Droit, morale et religion
« Aussi longtemps que Robinson vit en solitaire, il n’a que faire du droit (…). La rencontre de Vendredi change sa situation » (TERRE (F.), Introduction générale au droit, Dalloz, 7e éd., 2006, p : 7). La nécessité du droit n’apparait que lorsque l’homme doit vivre en groupe… Le droit permet que l’on dépasse une relation violente entre les hommes (la loi du plus fort). Il permet d’imposer l’ordre, le progrès et la justice. Selon le Doyen CORNU, « Le précepte juridique n’est ni une règle de salut, ni une loi d’amour : c’est un facteur d’ordre, un régulateur de la vie sociale, un modérateur, un dénominateur commun, une norme moyenne, et c’est déjà beaucoup » (Droit Civil – Introduction au droit, Montchrestien, Précis Domat Droit Privé, 13e éd., 2007, n° 23, p : 23).
Si l’on se réfère à l’étymologie du mot « droit », celle-ci renvoie à l’idée de règle.
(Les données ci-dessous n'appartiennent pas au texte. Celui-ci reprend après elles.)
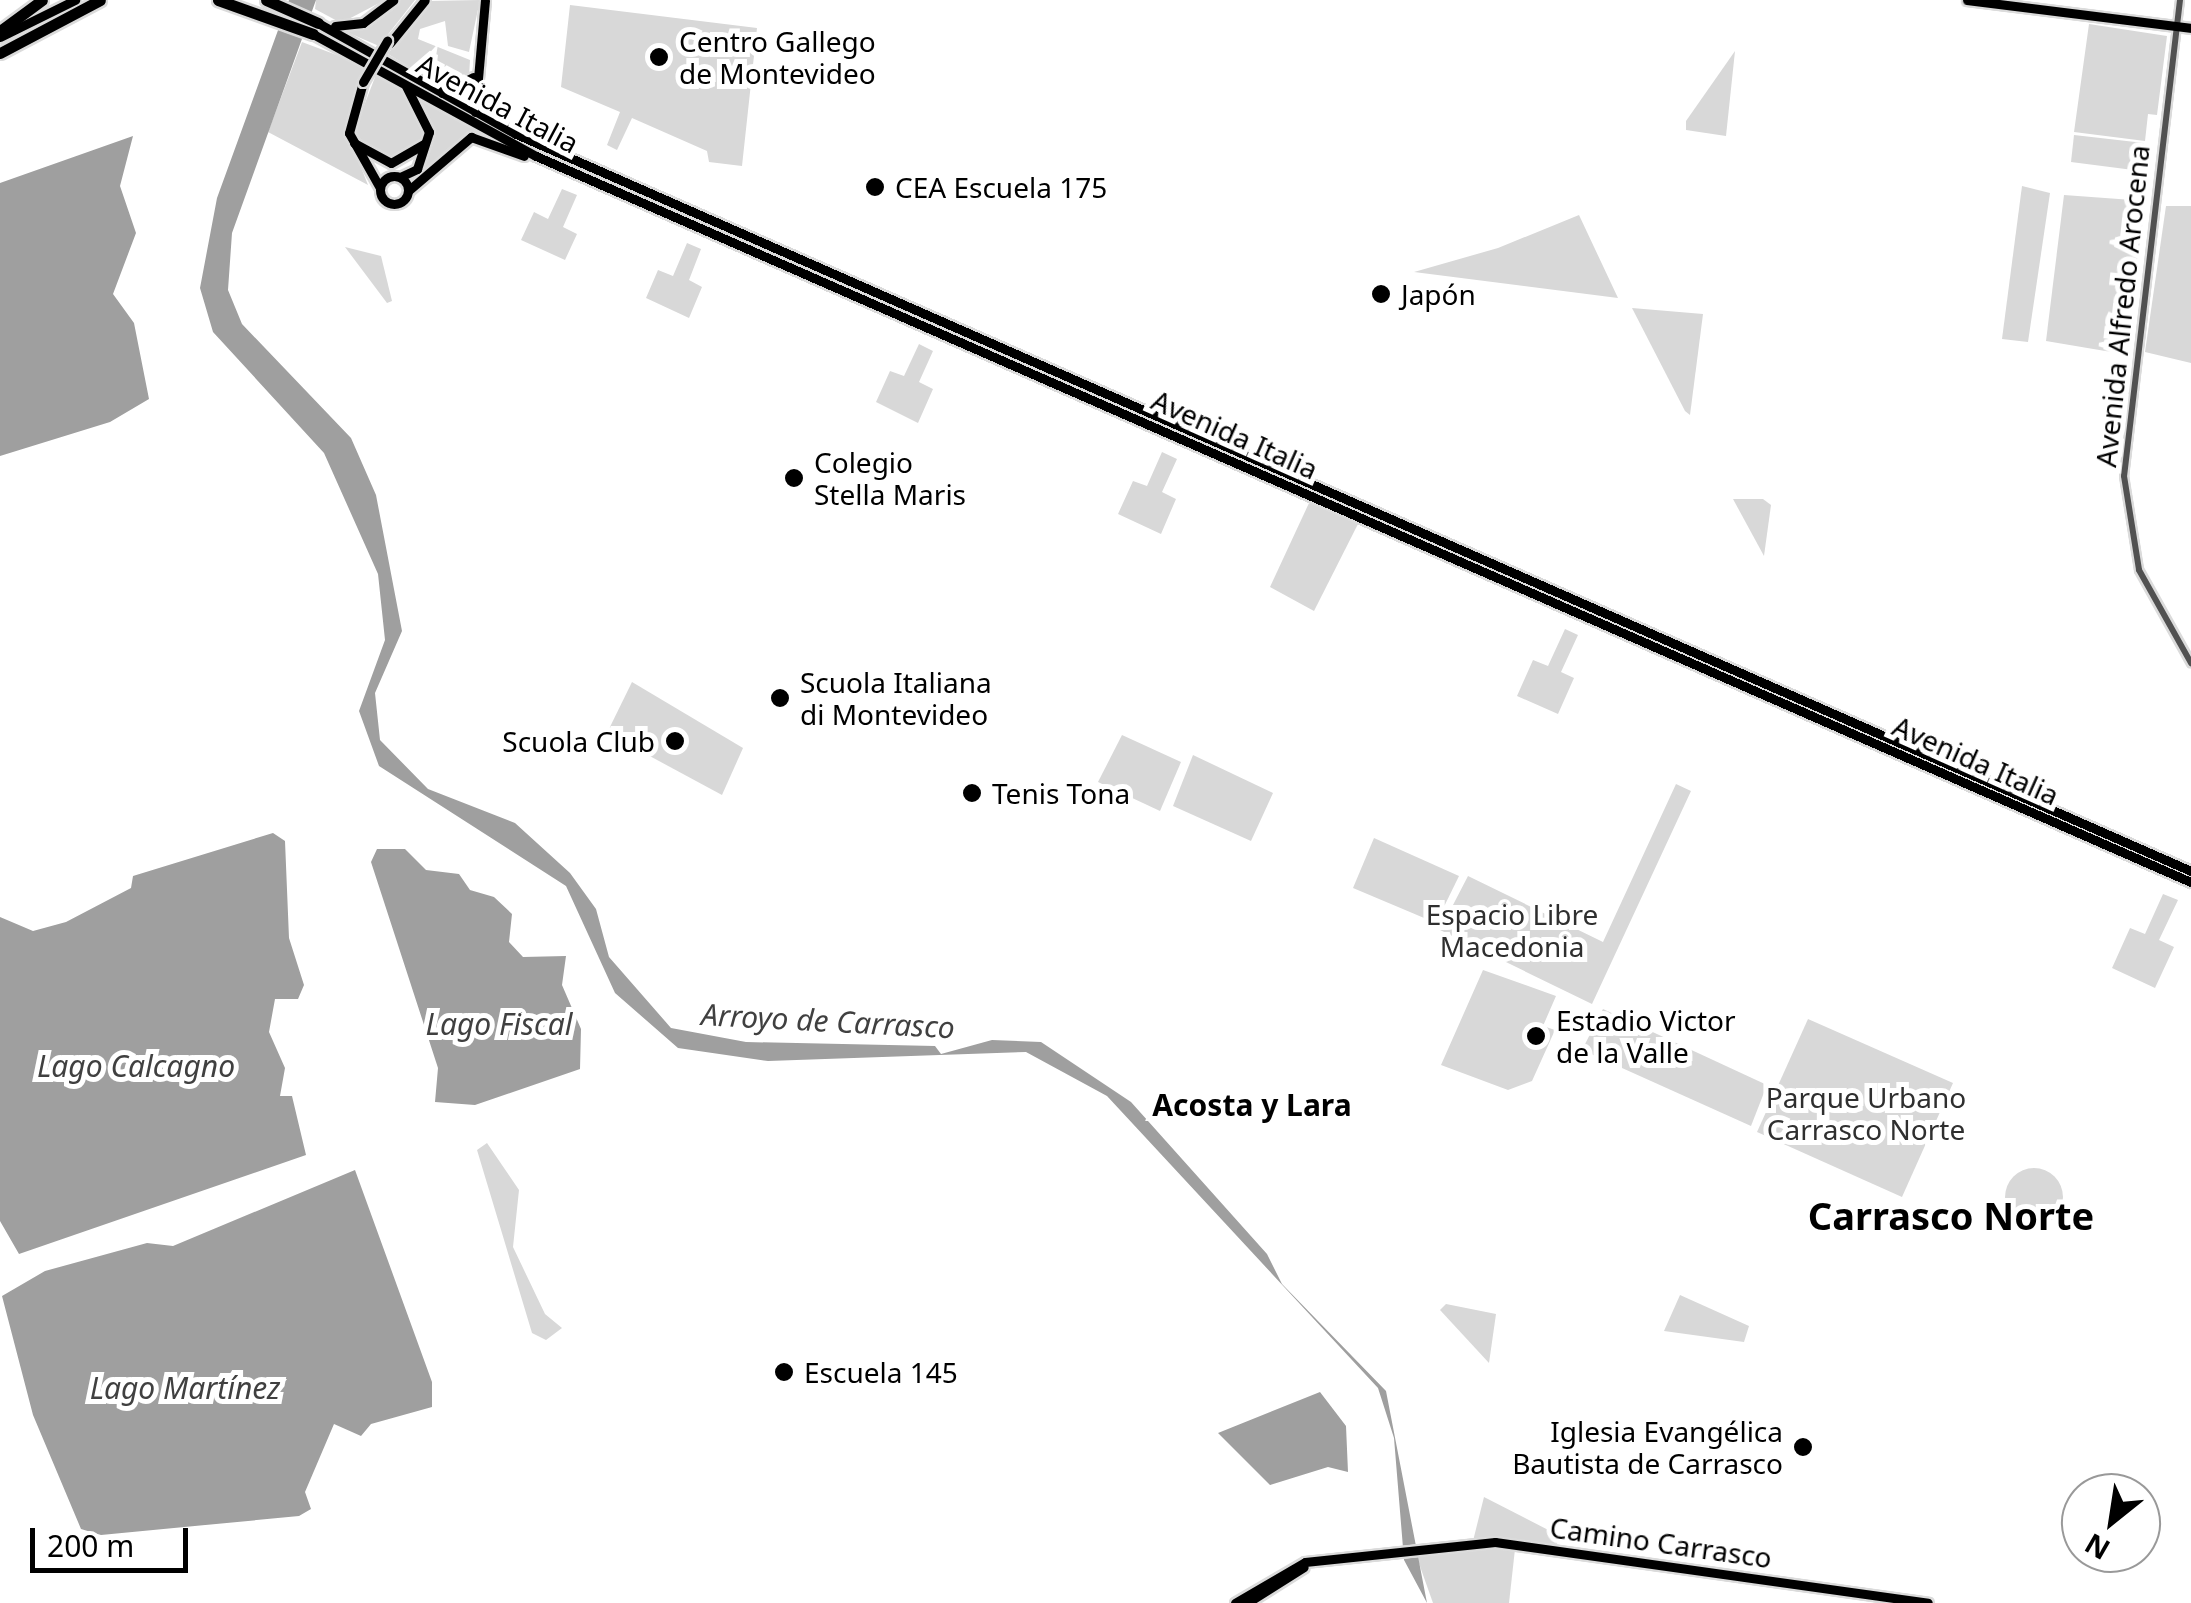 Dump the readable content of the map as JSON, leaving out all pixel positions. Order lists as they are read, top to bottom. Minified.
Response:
{"streets":{"highway":["Avenida Italia"],"main road":["Camino Carrasco"],"street":["Avenida Alfredo Arocena"]},"districts":["Acosta y Lara","Carrasco Norte"],"water":["Arroyo de Carrasco","Lago Fiscal","Lago Calcagno","Lago Martínez"],"parks":["Espacio Libre Macedonia","Parque Urbano Carrasco Norte"],"places":["Centro Gallego de Montevideo","CEA Escuela 175","Japón","Colegio Stella Maris","Scuola Italiana di Montevideo","Scuola Club","Tenis Tona","Estadio Victor de la Valle","Escuela 145","Iglesia Evangélica Bautista de Carrasco"],"scale_bar":"200 m","north":"bottom left"}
Le terme « droit » provient du latin classique « directus », qui se traduit par « sans courbure » ou « être en droite ligne ».
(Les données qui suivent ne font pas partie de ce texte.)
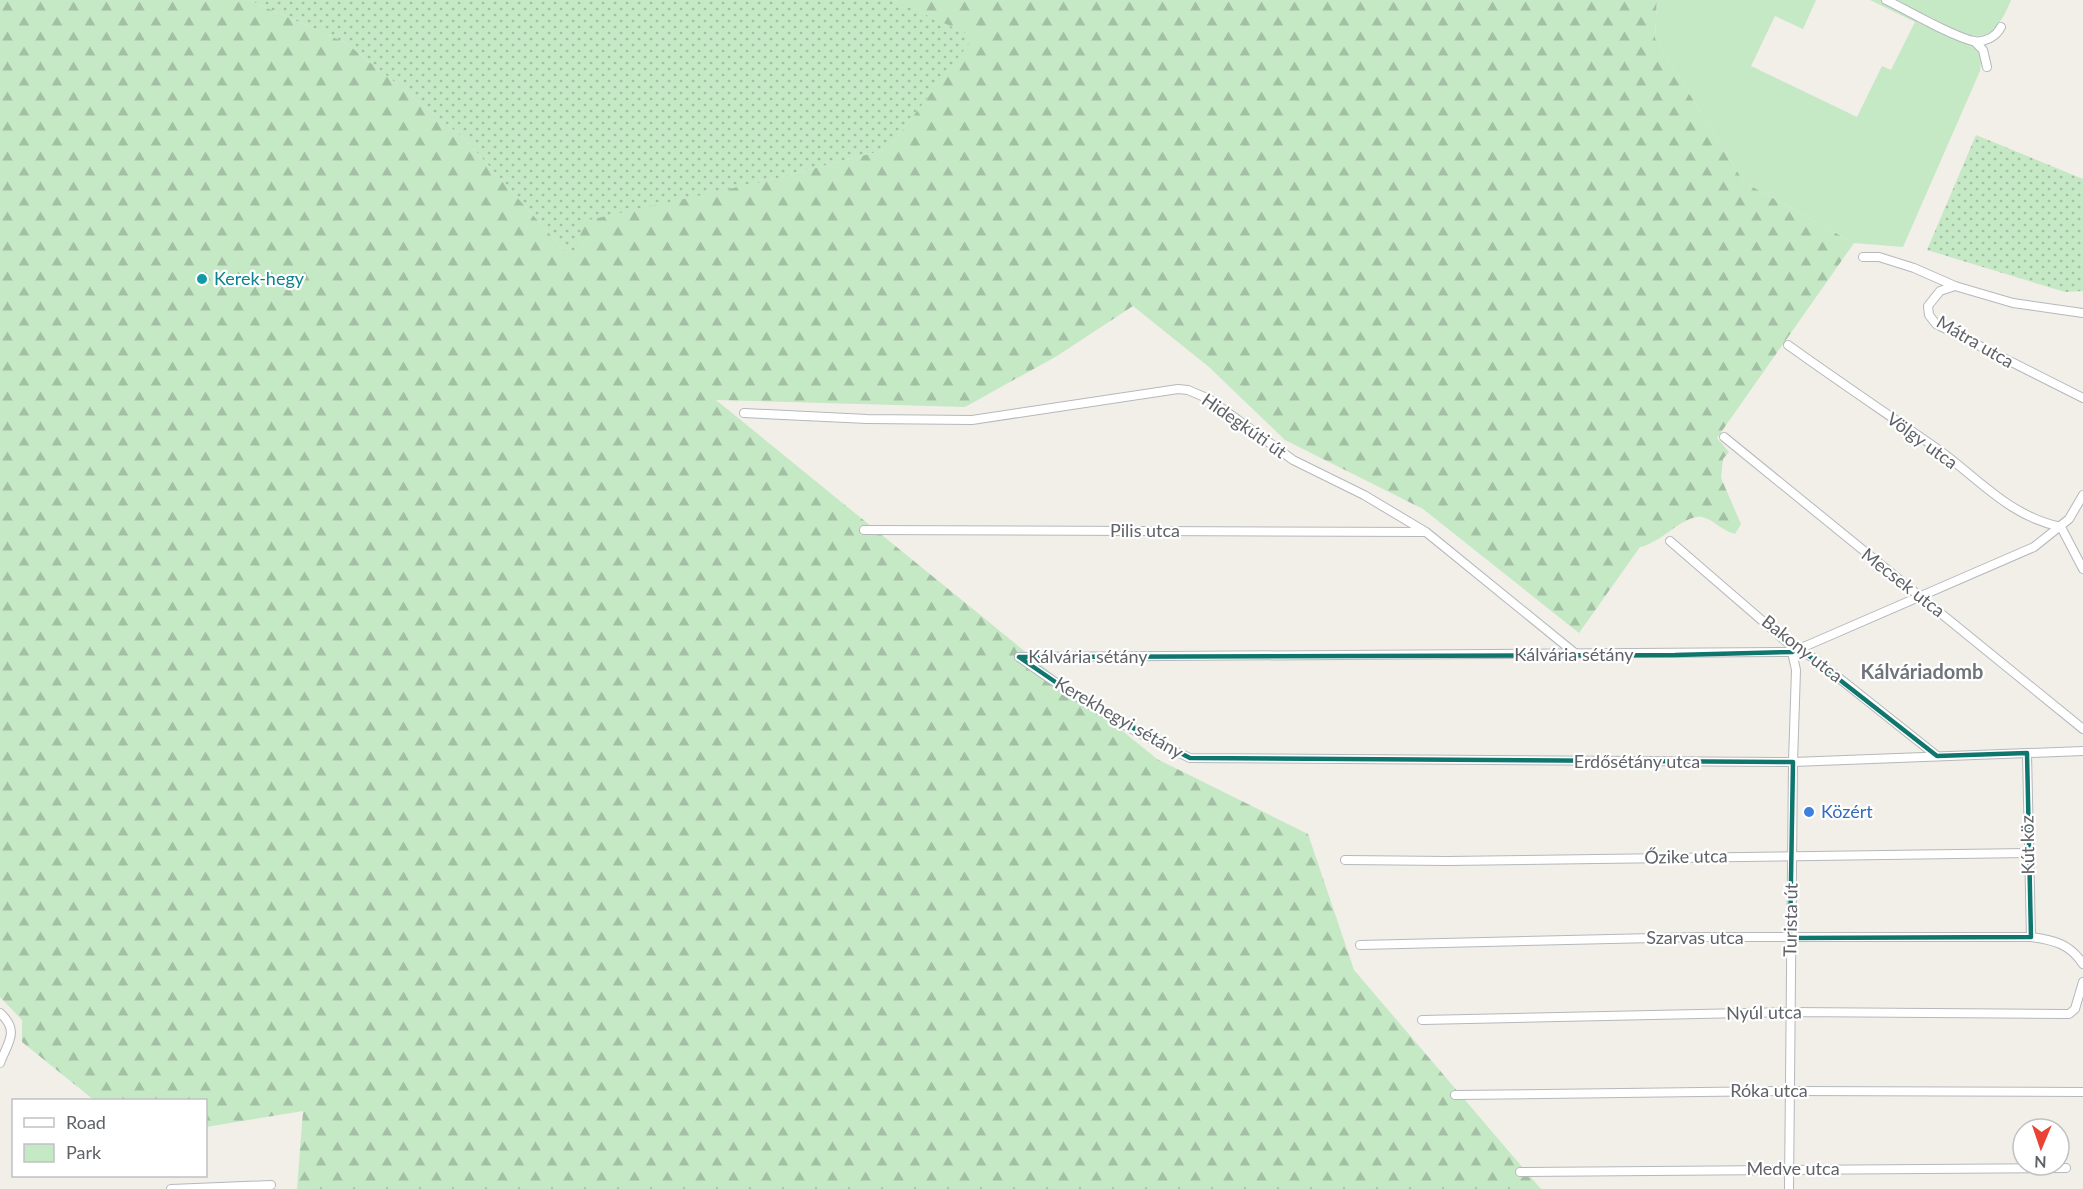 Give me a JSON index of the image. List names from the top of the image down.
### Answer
{
  "streets": {
    "street": [
      "Mátra utca",
      "Hidegkúti út",
      "Völgy utca",
      "Pilis utca",
      "Mecsek utca",
      "Bakony utca",
      "Kálvária sétány",
      "Kerekhegyi sétány",
      "Erdősétány utca",
      "Kút köz",
      "Őzike utca",
      "Turista út",
      "Szarvas utca",
      "Nyúl utca",
      "Róka utca",
      "Medve utca"
    ]
  },
  "crossings": [
    ["Hidegkúti út", "Pilis utca"],
    ["Hidegkúti út", "Kálvária sétány"],
    ["Völgy utca", "Kálvária sétány"],
    ["Mecsek utca", "Kálvária sétány"],
    ["Bakony utca", "Kálvária sétány"],
    ["Bakony utca", "Erdősétány utca"],
    ["Bakony utca", "Turista út"],
    ["Kálvária sétány", "Kerekhegyi sétány"],
    ["Kálvária sétány", "Turista út"],
    ["Kerekhegyi sétány", "Erdősétány utca"],
    ["Erdősétány utca", "Kút köz"],
    ["Erdősétány utca", "Turista út"],
    ["Kút köz", "Őzike utca"],
    ["Kút köz", "Szarvas utca"],
    ["Őzike utca", "Turista út"],
    ["Turista út", "Szarvas utca"],
    ["Turista út", "Nyúl utca"],
    ["Turista út", "Róka utca"],
    ["Turista út", "Medve utca"]
  ],
  "districts": ["Kálváriadomb"],
  "places": ["Kerek-hegy", "Közért"],
  "legend": ["Road", "Park"],
  "north": "bottom"
}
Le droit se présente comme un modèle à mettre en œuvre. On trouve alors différentes définitions du terme « droit » :
- Droit objectif : ensemble des règles juridiques qui régissent les hommes dans leur vie en société, règles sanctionnées par la puissance publique
- Droit subjectif : prérogative qui est attribuée à un individu déterminé pour jouir d’une chose ou pour exiger une prestation d’un tiers
La règle de droit se présente à travers ses caractères de généralité, d’abstraite, d’obligation (et de coercition) et de nécessité. Le caractère de permanence semble pour sa part s’être largement assoupli voire avoir disparu.
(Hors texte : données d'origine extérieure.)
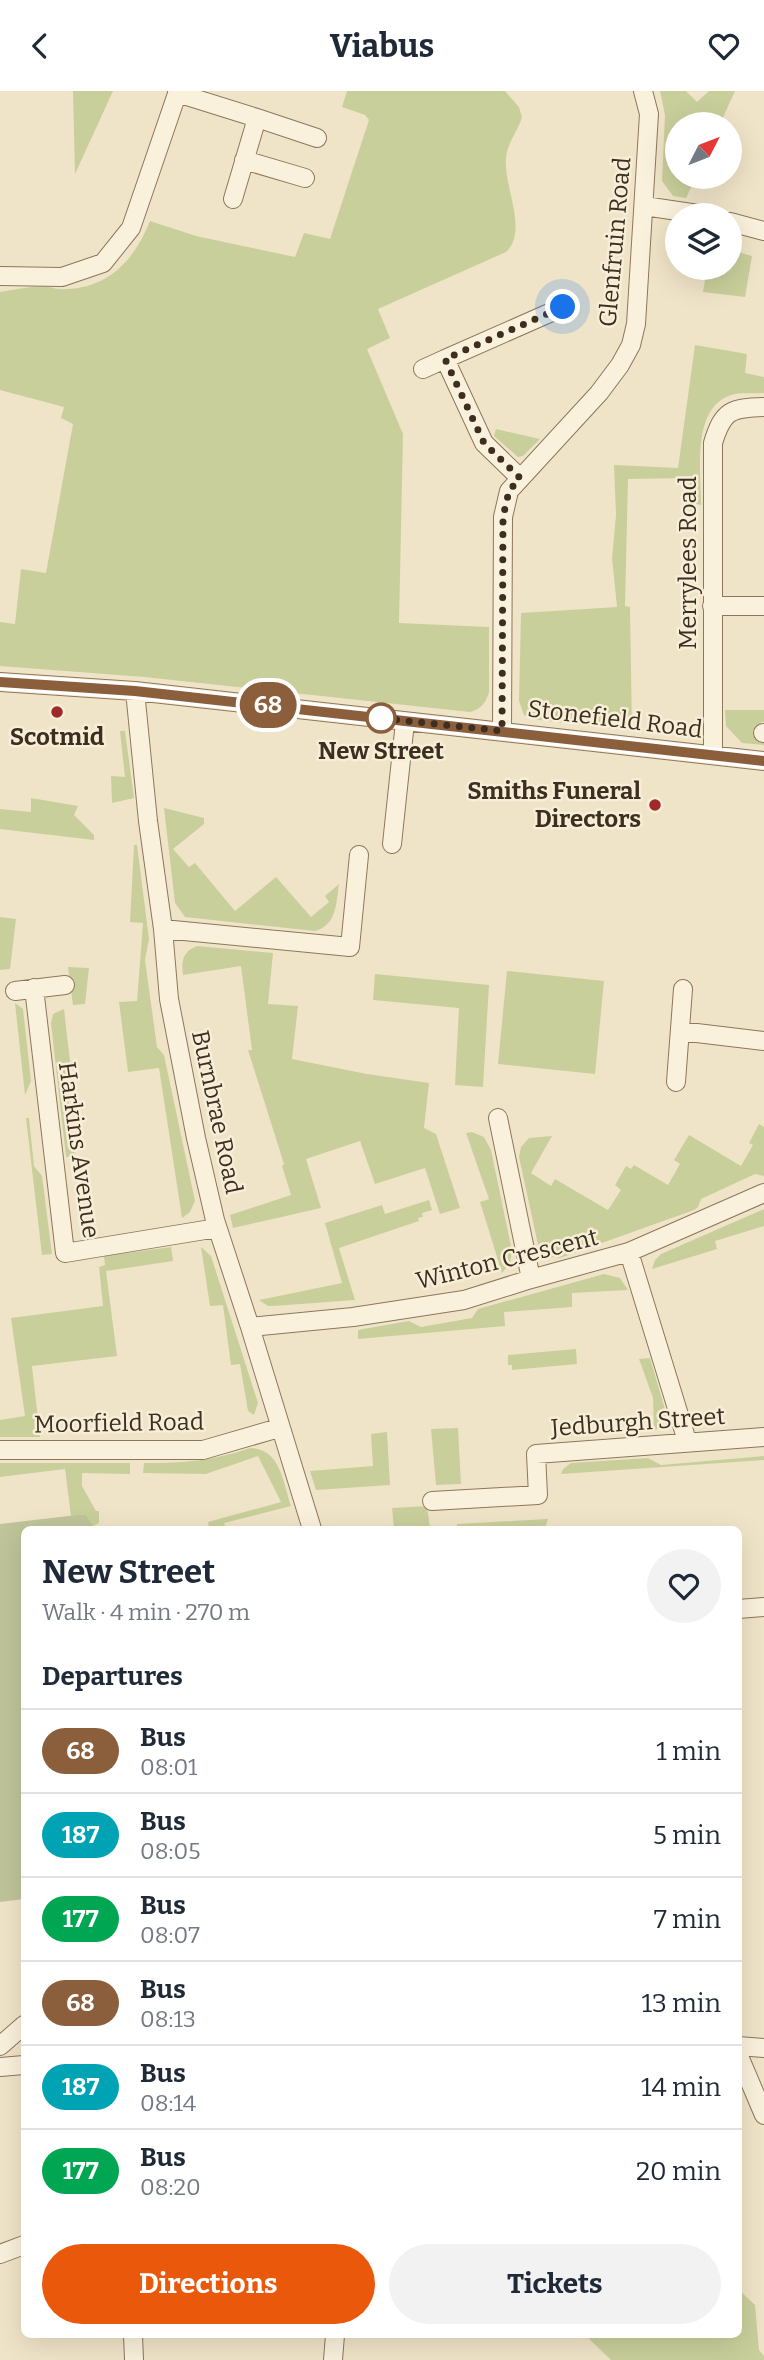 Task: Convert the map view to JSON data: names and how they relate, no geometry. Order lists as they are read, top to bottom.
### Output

Générale : la règle de droit vise l’ensemble des citoyens (ou des sujets) d’un groupe social, au minimum une catégorie de ces citoyens. En France, elle s’applique donc sur tout le territoire français. Elle peut s’appliquer à tous les français (ensemble des citoyens) ou à tous les salariés, à toutes les personnes mariées (catégories de ces citoyens). Ce caractère est un gage d’égalité. A contrario, la critique peut alors se fonder sur ce caractère global de la règle de droit pouvant la rendre rigide. Dans certaines situations, la règle pourrait apparaître trop dure et devenir inéquitable. L’équité peut permettre de nuancer cette rigidité en prenant en compte une situation particulière. Le juge doit se conformer à la loi et l’appliquer. Il est ancré dans son syllogisme judiciaire [la majeure (règle de droit), la mineure (faits de l’espèce), la conclusion (solution au problème)] largement connu par l’exemple de Socrate (L’homme est mortel, Socrate est un homme, donc Socrate est mortel). La Cour de Cassation opère un contrôle de cette application. Toutefois, la règle de droit prévoit parfois ce besoin de compensation comme l’illustre l’article 270 du Code Civil[1]. La loi peut donc autorisée ou imposée l’équité. Le juge pourra parfois être amené à juger en équité en-dehors de toute invitation, il le fera au risque d’être contredit par la Cour de Cassation.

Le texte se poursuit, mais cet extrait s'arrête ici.